**What is being asked:** When a line below contains the string "hidden", show that line.

**Material supplied:**
* * * * * * * * *
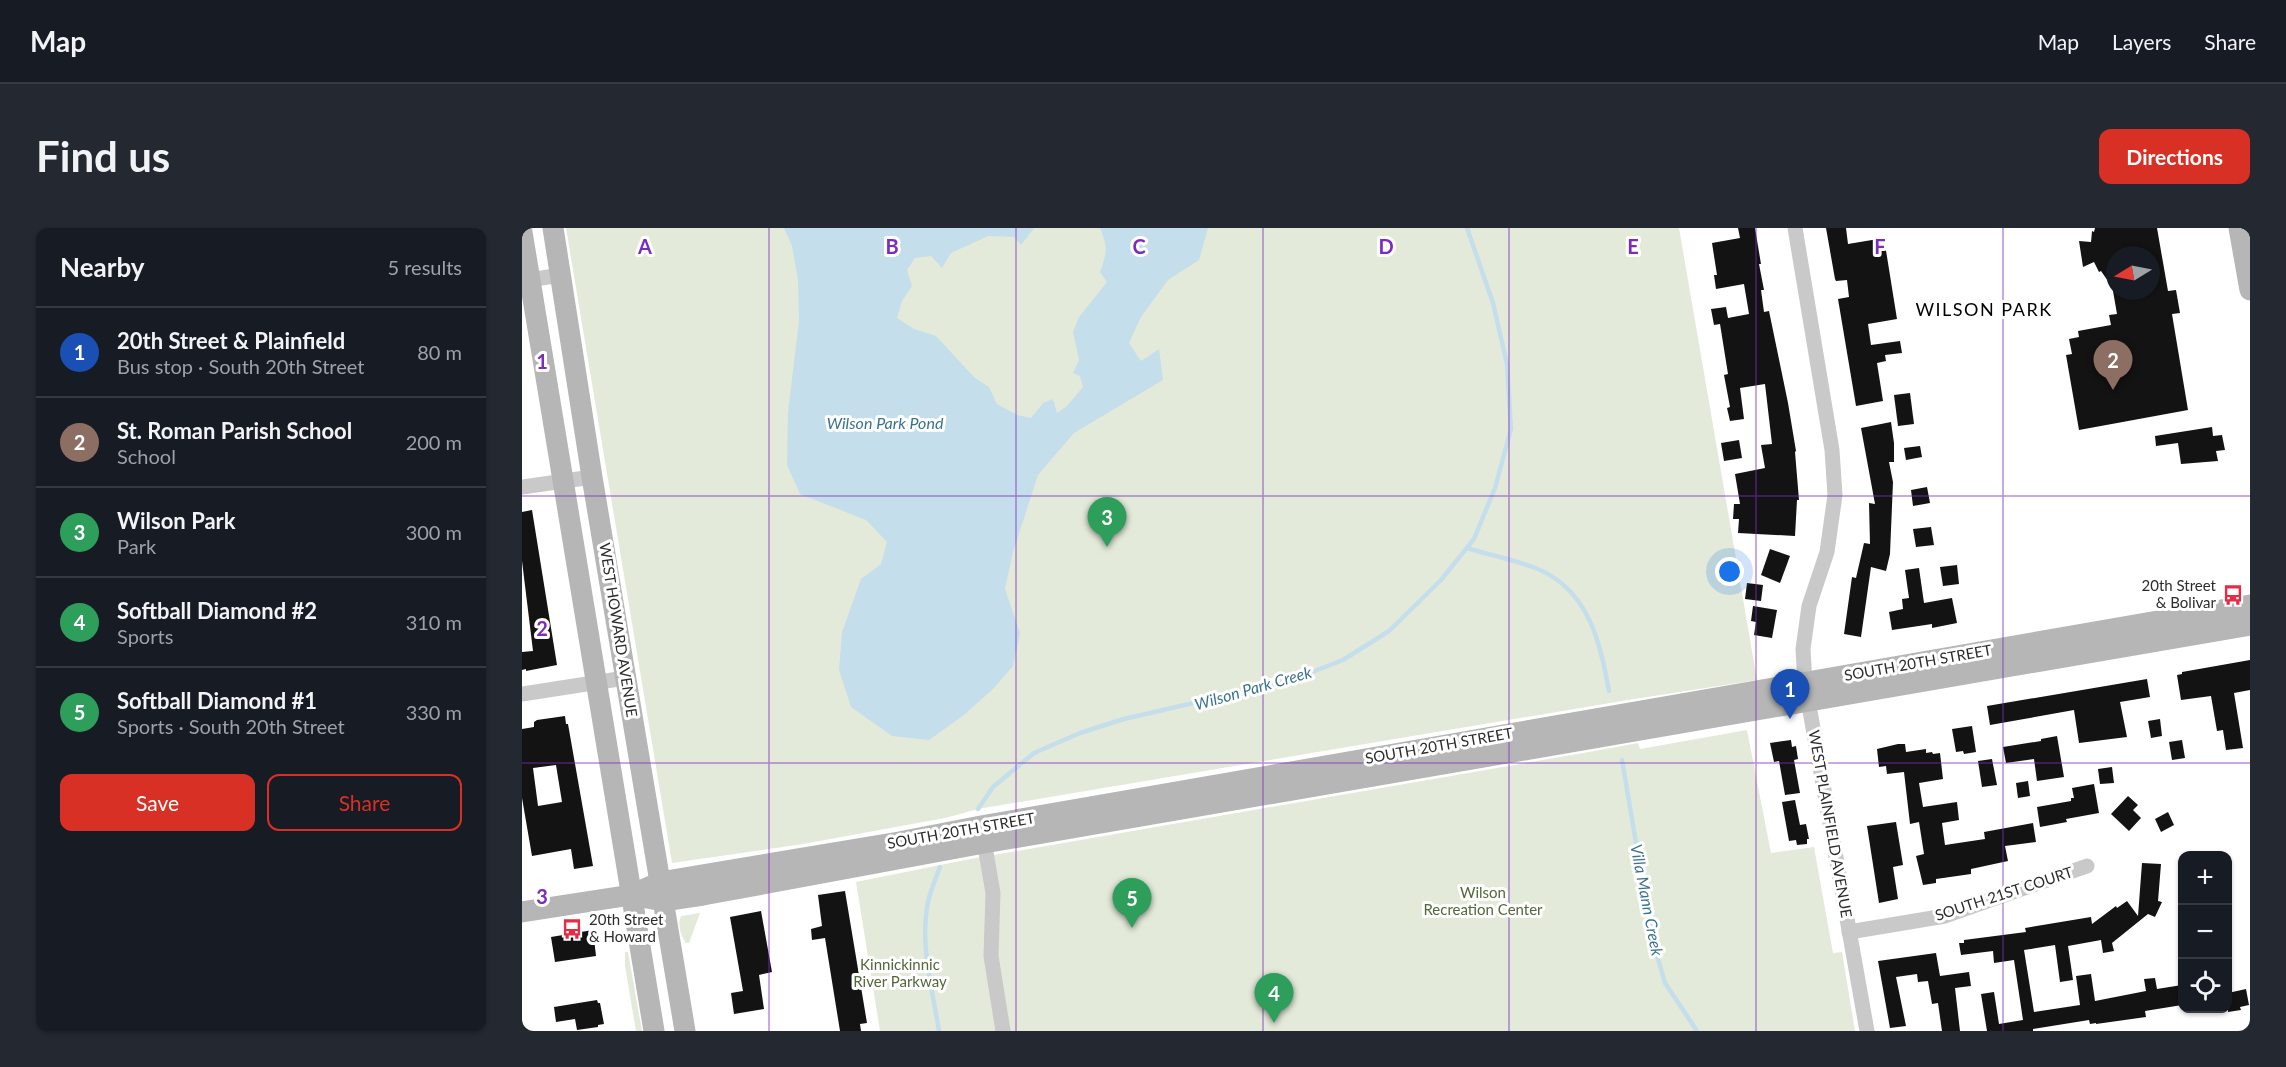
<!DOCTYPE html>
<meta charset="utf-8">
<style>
:root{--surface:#171b24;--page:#242831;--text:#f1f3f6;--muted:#9ea1a6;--line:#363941;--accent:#d93025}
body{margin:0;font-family:Lato,sans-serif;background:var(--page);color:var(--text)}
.controls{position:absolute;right:18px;bottom:18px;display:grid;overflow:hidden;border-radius:12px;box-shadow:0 2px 4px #0004}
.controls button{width:54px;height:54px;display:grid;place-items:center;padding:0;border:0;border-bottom:2px solid var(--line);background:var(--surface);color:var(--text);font:30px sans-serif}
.compass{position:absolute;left:1584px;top:18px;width:54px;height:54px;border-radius:50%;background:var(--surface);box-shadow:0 2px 4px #0004;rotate:260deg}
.you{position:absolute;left:1208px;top:344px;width:21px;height:21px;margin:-15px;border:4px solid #fff;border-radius:50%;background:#1a73e8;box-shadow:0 0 0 9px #1a73e833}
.badge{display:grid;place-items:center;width:39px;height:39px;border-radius:50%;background:var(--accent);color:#fff;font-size:20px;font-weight:700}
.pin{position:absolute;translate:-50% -50px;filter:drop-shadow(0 2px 3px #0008)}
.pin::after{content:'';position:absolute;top:32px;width:21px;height:18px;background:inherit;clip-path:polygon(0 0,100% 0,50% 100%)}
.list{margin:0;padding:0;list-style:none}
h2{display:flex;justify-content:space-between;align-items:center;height:78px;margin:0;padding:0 24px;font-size:26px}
h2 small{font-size:20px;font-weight:400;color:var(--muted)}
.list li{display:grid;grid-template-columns:39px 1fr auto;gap:18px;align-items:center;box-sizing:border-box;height:90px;padding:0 24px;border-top:2px solid var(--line)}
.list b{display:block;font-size:22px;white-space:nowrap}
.list p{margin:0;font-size:20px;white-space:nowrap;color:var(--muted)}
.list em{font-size:20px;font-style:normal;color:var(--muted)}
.actions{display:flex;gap:12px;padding:18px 24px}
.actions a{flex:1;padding:14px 0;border:2px solid var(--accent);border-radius:12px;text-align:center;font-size:21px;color:var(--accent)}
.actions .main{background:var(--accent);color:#fff}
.icon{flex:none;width:33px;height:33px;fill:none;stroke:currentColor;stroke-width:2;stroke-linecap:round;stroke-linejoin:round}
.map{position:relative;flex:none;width:1728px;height:803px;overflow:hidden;border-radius:12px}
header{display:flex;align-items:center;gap:36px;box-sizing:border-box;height:84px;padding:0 30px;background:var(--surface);border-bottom:2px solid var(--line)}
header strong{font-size:28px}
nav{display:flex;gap:33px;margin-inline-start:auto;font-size:21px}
.intro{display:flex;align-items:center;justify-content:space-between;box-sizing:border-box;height:144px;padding:0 36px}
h1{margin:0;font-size:42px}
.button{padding:15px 27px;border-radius:12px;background:var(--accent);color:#fff;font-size:21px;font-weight:700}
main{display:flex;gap:36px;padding:0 36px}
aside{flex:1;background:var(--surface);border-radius:12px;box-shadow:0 2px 4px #0004}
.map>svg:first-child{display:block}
.green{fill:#e3ead9}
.water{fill:#c5deeb}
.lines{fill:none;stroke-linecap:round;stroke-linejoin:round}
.stream{stroke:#c5deeb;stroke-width:4.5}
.building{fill:#131313;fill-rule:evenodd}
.street{stroke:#c9c9c9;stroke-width:15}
.secondary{stroke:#b6b6b6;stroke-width:21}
.grid{fill:none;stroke:#7b2cbf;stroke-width:1.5;stroke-opacity:0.55}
.labels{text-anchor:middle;stroke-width:6;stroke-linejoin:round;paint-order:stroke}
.poi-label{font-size:15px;fill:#2c2c2c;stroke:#fff;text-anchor:end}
.street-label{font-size:15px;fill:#2c2c2c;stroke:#fff}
.park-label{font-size:15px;fill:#52673a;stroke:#fff}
.water-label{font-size:16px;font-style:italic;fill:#3a728e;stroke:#fff}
.quarter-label{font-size:18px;letter-spacing:1.5px;fill:#000;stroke:#fff}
.grid-label{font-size:20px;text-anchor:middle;font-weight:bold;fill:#7b2cbf;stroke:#fff;stroke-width:6;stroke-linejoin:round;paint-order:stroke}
</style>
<header>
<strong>Map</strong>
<nav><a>Map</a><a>Layers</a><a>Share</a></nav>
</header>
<div class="intro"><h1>Find us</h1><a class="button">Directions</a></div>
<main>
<aside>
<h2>Nearby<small>5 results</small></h2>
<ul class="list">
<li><span class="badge" style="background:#1a4fb4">1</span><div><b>20th Street &amp; Plainfield</b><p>Bus stop · South 20th Street</p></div><em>80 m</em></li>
<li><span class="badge" style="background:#8d6e63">2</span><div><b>St. Roman Parish School</b><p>School</p></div><em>200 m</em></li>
<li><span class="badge" style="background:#2e9e5b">3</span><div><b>Wilson Park</b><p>Park</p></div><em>300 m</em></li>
<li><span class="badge" style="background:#2e9e5b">4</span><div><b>Softball Diamond #2</b><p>Sports</p></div><em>310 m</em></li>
<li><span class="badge" style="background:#2e9e5b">5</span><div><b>Softball Diamond #1</b><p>Sports · South 20th Street</p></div><em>330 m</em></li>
</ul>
<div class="actions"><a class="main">Save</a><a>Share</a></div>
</aside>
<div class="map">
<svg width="1728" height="803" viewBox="0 0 1728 803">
<rect width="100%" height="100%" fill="#fff"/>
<g class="green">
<polygon points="44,0 1157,0 1235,452 1106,472 456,581 423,590 281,616 150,635"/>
<polygon points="1225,502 1249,625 1292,619 1311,725 1320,724 1333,803 358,803 334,654 443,632 1067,524 1116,515 1118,521"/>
<path d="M178 685 167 715H164C159 708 155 696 159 688Z"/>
<polygon points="103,724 106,724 120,803 114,803 103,738"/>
</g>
<path class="water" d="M262 0H512L499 17 492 9 466 8 429 25 420 40 409 28 393 30 385 42 390 58 380 73 375 90 392 101 414 108 453 150 467 159 475 176 495 187 509 190 521 175 531 171 535 185 545 178 561 159 558 148 551 145 557 132 551 104 557 89 585 54 578 44C585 25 586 19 578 0H686L677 32 646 52 619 89 607 115 619 133 637 121 641 152 552 205 516 247 491 324 483 361 498 405 491 438 472 460 442 487 407 512 370 508 329 479 317 442 320 404 339 351 359 336 365 314 344 292 278 266 265 237 266 184 277 93 276 52 270 18Z"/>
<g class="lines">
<g class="stream">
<path d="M945 320C968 327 993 332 1016 341 1067 363 1078 414 1087 463"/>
<polyline points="1100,532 1130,710 1143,755 1175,803"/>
<polyline points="456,581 471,559 512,525 558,505 602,491 767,453 821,432 867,403 919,352 952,311 973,260 989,201 985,136 971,75 945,0"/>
<path d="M417 803C411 765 400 726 404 688 405 671 412 655 418 639"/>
</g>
</g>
<g class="building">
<polygon points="1216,0 1233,0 1239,36 1237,36 1242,62 1239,62 1242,84 1247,83 1266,175 1274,223 1273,224 1277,272 1275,272 1273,308 1216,305 1217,291 1211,291 1212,276 1218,276 1213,246 1243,240 1239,217 1250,216 1243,156 1218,160 1222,191 1208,193 1205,180 1208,179 1202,147 1206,146 1198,96 1192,97 1189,81 1204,79 1206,90 1227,86 1222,56 1194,61 1192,47 1195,47 1190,15 1218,10"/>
<polygon points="1304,0 1324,0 1326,16 1362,10 1375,91 1346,96 1349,117 1378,113 1380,125 1363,127 1364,133 1355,135 1361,173 1334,178 1316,71 1327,69 1325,52 1314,53 1313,51"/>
<polygon points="1573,0 1635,0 1646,63 1654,62 1658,85 1650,86 1666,182 1557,202 1544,127 1550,126 1547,111 1557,109 1556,103 1589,97 1587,87 1595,86 1591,63 1629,63 1629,27 1593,27 1593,63 1579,43 1577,44 1572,34 1561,39 1557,13 1569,14 1570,3 1572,4"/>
<polygon points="1388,165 1392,196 1376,198 1372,167"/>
<polygon points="1369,194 1372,215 1372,234 1367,234 1371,254 1368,326 1364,343 1349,339 1339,409 1322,406 1330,349 1334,350 1342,315 1348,316 1347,275 1353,276 1339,200"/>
<polygon points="1690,199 1691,208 1700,207 1703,222 1694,223 1696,233 1659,236 1656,215 1634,218 1633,208"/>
<polygon points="1217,212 1220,230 1202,233 1199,215"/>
<polygon points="1398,218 1400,229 1384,232 1382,220"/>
<polygon points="1405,259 1408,275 1391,278 1389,262"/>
<polygon points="10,282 35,437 4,443 4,441 0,442 0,424 11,423 0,333 0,284"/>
<polygon points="1409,299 1412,317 1394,319 1391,301"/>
<polygon points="1248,321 1268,328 1258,355 1239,347"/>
<polygon points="1435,337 1437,356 1421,358 1418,339"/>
<polygon points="1397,340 1402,375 1430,370 1435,395 1410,400 1410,396 1370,402 1367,384 1381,381 1380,371 1387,370 1383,342"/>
<polygon points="1225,355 1241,357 1239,373 1223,371"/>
<polygon points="1231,378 1255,382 1250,410 1232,407 1234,394 1229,393"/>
<polygon points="1728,432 1728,462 1712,465 1721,520 1704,522 1701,502 1695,503 1689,468 1659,472 1655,447 1660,446 1660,444"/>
<polygon points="1625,451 1628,469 1598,474 1605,509 1557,515 1552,482 1468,497 1465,478"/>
<path d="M43 488 44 496H46L71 638 52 641 49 621 10 628 0 570V501L12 499V494L15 492ZM34 537 40 574 16 578 11 540Z"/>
<polygon points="1638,491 1640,508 1629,510 1626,493"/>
<polygon points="1450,498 1454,524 1442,526 1441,523 1434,524 1430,501"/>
<polygon points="1535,508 1542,549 1515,553 1512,531 1484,535 1481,519 1519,513 1519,511"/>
<polygon points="1269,512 1270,519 1274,518 1276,531 1272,532 1278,565 1263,567 1257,533 1252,534 1248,515"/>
<polygon points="1660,512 1663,530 1650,532 1647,514"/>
<polygon points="1376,516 1383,516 1384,524 1404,521 1404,525 1410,524 1411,526 1418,525 1421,551 1397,555 1401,579 1435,574 1437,592 1420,595 1423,617 1463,611 1462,604 1511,595 1514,614 1483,618 1486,633 1449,641 1449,646 1414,651 1414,655 1401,657 1394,628 1402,626 1397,594 1388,596 1382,544 1365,546 1364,538 1357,539 1355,521"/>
<polygon points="1470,531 1475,557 1460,559 1456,533"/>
<polygon points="1590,539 1592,555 1578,556 1576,541"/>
<polygon points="1506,553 1508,568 1496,570 1494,555"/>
<polygon points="1572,556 1577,585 1544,591 1545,594 1518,599 1515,579 1549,573 1549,570 1552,570 1550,560"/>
<polygon points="1606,568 1616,577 1611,582 1619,590 1607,603 1589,586"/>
<polygon points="1273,572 1278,597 1284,596 1287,611 1285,611 1285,616 1275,617 1274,612 1267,613 1260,574"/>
<polygon points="1646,584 1652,597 1639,604 1633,591"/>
<polygon points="1374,594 1381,637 1371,639 1376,671 1357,675 1345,598"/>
<polygon points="1620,635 1639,636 1636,673 1640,674 1633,689 1626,686 1590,715 1592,723 1581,725 1579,712 1546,718 1551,752 1538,754 1533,717 1502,722 1512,784 1558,777 1554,748 1569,746 1573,773 1624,763 1622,751 1633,750 1635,761 1660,757 1660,777 1623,783 1624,789 1574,796 1574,795 1568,796 1567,792 1511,801 1511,803 1465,803 1459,766 1472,764 1477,796 1501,792 1492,732 1472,735 1471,723 1439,727 1437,715 1442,715 1442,712 1504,704 1503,700 1569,689 1570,696 1594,678 1595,680 1605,673 1616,688"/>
<polygon points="323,663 345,795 338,796 339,803 318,803 303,710 290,712 289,701 300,698 296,667"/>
<polygon points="239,683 250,744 237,747 242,781 212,786 209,765 221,763 208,689"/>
<polygon points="71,702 74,728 33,734 29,709"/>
<polygon points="1414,725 1418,748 1447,744 1449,758 1433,760 1438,803 1420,803 1416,775 1410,776 1406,753 1396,754 1395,746 1374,749 1384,798 1368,800 1356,733"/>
<polygon points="1724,761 1727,777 1718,779 1719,782 1706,784 1706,765"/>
<polygon points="75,772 76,775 78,775 82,796 76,797 76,799 55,802 53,791 34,794 32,779"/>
</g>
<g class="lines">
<g class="street">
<polyline points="1273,0 1310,222 1313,267 1305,324 1287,378 1281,421 1283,455 1345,803"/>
<polyline points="0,53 39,47"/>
<polyline points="0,259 70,249"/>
<polyline points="0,466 103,450"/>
<polyline points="461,607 471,665 469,728 481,803"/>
<polyline points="1327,704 1423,688 1565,638"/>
</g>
<g class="secondary">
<polyline points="31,0 70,249 163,803"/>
<polyline points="1717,0 1728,62"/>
<polyline points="0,4 132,803"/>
<polyline points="109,667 141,673 181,667 462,615 1728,397"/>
<polyline points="0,684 109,667 138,654 377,614 459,598 1728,377"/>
</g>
</g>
<path class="grid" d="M247 0V803M494 0V803M741 0V803M987 0V803M1234 0V803M1481 0V803M0 268H1728M0 535H1728"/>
<defs>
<g id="bus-bare" transform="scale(1.62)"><path d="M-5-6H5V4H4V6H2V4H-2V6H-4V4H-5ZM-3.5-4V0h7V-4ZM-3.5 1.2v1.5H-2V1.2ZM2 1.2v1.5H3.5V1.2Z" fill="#e52c44" stroke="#fff" stroke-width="2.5" paint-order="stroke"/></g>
</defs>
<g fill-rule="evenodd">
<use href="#bus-bare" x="1711" y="367"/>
<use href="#bus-bare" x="50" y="701"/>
</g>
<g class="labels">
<g class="poi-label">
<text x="1694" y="363">20th Street<tspan x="1694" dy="17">&amp; Bolivar</tspan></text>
<text x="67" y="697" text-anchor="start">20th Street<tspan x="67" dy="17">&amp; Howard</tspan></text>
</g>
<g class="street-label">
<text transform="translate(96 402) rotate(81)" y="5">WEST HOWARD AVENUE</text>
<text transform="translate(1396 435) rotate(-10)" y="5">SOUTH 20TH STREET</text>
<text transform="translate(917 518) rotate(-10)" y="5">SOUTH 20TH STREET</text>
<text transform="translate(1308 596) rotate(80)" y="5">WEST PLAINFIELD AVENUE</text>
<text transform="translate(439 603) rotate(-10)" y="5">SOUTH 20TH STREET</text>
<text transform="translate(1482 666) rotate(-18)" y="5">SOUTH 21ST COURT</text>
</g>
<g class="park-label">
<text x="961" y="670">Wilson<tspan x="961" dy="17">Recreation Center</tspan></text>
<text x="378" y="742">Kinnickinnic<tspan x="378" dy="17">River Parkway</tspan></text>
</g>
<g class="water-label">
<text x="363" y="201">Wilson Park Pond</text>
<text transform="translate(731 460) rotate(-16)" y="6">Wilson Park Creek</text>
<text transform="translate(1125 672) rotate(79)" y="6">Villa Mann Creek</text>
</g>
<g class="quarter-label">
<text x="1462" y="88">WILSON PARK</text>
</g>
</g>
<g class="grid-label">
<text x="123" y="26">A</text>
<text x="370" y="26">B</text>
<text x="617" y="26">C</text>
<text x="864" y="26">D</text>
<text x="1111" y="26">E</text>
<text x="1358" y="26">F</text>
<text x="20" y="141">1</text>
<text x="20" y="408">2</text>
<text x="20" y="676">3</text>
</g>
</svg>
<div class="controls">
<button>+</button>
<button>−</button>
<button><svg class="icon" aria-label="locate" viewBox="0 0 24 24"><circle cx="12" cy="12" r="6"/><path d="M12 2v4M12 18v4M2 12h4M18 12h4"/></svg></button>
</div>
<svg class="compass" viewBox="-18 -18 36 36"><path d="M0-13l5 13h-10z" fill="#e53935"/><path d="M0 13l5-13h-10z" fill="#9ea1a6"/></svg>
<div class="you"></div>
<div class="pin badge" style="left:1268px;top:491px;background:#1a4fb4">1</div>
<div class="pin badge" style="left:1591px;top:162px;background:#8d6e63">2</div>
<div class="pin badge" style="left:585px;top:319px;background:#2e9e5b">3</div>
<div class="pin badge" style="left:752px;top:795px;background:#2e9e5b">4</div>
<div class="pin badge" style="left:610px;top:700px;background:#2e9e5b">5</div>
</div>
</main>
* * * * * * * * *
**Exercise response:**
.controls{position:absolute;right:18px;bottom:18px;display:grid;overflow:hidden;border-radius:12px;box-shadow:0 2px 4px #0004}
.map{position:relative;flex:none;width:1728px;height:803px;overflow:hidden;border-radius:12px}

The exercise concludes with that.